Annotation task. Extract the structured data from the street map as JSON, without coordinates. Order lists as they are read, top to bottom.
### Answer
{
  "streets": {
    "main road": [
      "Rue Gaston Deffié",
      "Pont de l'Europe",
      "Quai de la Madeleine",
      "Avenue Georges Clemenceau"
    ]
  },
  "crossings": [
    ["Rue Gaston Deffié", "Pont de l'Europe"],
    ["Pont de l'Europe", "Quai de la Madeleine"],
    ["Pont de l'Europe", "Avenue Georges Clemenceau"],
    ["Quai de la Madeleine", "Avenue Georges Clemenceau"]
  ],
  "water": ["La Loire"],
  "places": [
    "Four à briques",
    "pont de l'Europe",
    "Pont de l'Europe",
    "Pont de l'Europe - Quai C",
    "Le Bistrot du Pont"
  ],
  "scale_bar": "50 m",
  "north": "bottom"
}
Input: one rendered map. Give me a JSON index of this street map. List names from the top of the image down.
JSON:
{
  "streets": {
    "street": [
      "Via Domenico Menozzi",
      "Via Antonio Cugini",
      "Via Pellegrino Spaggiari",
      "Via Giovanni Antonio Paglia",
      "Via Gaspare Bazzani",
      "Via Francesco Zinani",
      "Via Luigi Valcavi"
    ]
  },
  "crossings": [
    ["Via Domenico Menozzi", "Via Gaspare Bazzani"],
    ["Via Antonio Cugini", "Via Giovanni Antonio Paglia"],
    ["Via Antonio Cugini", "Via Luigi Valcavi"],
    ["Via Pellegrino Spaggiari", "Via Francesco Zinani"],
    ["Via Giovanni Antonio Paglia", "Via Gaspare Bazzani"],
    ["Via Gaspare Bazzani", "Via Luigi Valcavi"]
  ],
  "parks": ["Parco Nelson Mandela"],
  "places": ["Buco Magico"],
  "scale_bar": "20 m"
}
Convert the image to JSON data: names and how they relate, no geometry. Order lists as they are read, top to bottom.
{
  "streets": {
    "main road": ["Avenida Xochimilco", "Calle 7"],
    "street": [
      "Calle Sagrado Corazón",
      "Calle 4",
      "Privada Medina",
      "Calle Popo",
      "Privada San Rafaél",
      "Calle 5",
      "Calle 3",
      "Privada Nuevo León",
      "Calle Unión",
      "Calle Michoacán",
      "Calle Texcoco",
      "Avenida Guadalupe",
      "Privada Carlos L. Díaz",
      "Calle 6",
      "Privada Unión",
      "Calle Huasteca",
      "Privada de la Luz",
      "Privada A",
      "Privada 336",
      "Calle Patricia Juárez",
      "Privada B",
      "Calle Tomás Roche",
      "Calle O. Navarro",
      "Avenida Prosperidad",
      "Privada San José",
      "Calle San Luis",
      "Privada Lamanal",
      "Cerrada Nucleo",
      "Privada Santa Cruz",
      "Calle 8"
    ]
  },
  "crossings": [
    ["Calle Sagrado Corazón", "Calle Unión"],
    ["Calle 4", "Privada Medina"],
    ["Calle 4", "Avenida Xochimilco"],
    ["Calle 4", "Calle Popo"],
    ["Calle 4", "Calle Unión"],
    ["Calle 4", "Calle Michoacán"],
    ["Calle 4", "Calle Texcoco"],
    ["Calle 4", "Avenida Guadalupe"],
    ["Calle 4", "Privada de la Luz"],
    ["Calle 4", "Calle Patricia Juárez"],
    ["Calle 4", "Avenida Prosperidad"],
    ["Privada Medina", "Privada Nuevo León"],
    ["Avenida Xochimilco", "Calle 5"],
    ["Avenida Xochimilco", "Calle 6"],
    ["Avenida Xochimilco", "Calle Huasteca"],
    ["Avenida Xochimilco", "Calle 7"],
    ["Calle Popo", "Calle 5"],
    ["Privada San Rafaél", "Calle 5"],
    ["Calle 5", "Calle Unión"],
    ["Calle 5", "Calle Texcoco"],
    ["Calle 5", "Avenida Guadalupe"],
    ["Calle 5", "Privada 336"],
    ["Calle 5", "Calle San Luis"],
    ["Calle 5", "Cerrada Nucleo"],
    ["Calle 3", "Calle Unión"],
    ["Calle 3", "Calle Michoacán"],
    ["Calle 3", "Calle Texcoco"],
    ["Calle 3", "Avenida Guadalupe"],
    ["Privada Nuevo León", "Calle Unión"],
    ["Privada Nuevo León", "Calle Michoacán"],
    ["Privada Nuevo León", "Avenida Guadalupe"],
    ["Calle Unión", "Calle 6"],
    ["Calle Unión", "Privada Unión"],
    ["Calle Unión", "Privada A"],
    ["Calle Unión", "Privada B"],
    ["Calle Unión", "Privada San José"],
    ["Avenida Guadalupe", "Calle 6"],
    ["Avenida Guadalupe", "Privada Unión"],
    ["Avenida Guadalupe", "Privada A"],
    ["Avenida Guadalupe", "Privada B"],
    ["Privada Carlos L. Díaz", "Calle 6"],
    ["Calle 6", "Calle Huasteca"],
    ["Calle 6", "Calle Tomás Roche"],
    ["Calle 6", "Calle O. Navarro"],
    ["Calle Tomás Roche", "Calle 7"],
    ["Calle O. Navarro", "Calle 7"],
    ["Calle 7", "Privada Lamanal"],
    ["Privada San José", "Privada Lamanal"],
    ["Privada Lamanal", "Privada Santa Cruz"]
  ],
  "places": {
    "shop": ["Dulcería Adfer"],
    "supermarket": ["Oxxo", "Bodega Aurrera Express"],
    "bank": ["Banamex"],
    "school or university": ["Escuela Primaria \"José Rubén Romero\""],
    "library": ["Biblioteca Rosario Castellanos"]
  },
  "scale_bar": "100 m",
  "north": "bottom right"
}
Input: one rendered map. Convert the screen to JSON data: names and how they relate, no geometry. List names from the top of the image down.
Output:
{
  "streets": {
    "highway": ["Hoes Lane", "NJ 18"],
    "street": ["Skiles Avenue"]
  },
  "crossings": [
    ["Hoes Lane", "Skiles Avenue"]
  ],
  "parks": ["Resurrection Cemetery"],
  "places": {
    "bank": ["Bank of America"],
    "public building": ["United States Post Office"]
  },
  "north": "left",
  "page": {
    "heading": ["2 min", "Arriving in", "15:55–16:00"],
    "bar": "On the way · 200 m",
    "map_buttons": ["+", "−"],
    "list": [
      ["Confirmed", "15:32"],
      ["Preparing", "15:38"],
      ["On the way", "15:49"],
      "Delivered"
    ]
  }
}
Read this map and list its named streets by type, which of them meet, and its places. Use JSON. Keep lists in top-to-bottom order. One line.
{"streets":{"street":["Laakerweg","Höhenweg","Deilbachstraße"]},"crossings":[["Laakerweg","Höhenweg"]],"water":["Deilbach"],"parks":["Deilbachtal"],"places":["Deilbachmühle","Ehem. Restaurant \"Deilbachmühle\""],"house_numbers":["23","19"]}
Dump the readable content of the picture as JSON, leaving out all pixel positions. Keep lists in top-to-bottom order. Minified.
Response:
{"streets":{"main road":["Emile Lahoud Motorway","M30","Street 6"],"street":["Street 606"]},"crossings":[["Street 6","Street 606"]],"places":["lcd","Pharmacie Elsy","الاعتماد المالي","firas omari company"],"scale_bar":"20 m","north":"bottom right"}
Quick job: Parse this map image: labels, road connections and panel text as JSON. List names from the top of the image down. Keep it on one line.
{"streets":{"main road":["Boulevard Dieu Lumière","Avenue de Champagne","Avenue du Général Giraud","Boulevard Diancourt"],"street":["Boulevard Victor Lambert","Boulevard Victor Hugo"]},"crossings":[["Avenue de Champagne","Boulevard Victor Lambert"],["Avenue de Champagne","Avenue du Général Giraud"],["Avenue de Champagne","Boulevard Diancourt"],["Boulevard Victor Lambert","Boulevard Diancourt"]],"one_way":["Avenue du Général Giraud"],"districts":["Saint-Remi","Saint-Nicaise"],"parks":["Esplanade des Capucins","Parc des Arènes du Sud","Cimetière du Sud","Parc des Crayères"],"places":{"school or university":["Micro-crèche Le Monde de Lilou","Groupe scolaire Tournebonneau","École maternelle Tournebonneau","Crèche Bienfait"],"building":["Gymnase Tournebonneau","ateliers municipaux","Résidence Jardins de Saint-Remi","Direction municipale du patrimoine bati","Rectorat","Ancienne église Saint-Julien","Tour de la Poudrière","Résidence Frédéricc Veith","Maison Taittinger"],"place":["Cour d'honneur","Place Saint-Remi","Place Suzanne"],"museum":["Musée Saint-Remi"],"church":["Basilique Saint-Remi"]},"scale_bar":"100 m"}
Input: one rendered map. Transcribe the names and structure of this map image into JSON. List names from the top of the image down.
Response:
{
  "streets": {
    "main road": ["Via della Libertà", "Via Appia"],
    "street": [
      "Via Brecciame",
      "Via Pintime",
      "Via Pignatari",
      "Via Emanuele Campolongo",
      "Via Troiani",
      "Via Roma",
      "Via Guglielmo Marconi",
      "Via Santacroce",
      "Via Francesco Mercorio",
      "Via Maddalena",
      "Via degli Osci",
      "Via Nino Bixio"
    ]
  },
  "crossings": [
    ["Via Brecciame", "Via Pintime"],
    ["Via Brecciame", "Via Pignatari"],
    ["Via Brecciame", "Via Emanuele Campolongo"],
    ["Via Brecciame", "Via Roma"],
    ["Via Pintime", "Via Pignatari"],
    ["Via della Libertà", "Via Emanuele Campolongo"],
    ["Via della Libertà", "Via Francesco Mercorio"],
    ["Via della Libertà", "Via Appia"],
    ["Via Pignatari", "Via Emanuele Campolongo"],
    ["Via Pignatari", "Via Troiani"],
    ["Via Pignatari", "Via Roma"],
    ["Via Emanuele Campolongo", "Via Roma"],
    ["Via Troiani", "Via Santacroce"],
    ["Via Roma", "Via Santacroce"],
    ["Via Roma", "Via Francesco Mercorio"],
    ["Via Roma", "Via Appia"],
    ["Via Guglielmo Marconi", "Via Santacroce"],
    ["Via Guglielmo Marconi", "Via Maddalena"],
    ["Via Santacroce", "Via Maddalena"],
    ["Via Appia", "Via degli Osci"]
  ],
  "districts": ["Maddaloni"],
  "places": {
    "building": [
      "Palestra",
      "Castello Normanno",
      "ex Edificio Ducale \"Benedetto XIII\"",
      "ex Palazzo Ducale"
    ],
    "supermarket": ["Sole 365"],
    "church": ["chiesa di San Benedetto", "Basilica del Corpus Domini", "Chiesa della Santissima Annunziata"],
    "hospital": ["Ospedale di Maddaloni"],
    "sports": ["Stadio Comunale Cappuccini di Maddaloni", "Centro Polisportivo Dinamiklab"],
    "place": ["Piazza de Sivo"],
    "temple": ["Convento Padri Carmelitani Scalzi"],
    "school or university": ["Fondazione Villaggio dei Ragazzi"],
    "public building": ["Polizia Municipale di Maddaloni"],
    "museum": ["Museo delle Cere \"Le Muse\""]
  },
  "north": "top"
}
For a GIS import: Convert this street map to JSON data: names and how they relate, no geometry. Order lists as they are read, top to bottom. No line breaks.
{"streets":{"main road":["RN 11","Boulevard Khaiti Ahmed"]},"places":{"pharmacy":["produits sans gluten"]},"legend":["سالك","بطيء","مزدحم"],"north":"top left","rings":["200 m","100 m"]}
####
# TASK GOAL:
Respond with the lines above, from the one that holds "For a GIS import: Convert" to the end of the listing, each repeated exactly, and with no other material.

# SOLUTION FOR THIS TASK:
For a GIS import: Convert this street map to JSON data: names and how they relate, no geometry. Order lists as they are read, top to bottom. No line breaks.
{"streets":{"main road":["RN 11","Boulevard Khaiti Ahmed"]},"places":{"pharmacy":["produits sans gluten"]},"legend":["سالك","بطيء","مزدحم"],"north":"top left","rings":["200 m","100 m"]}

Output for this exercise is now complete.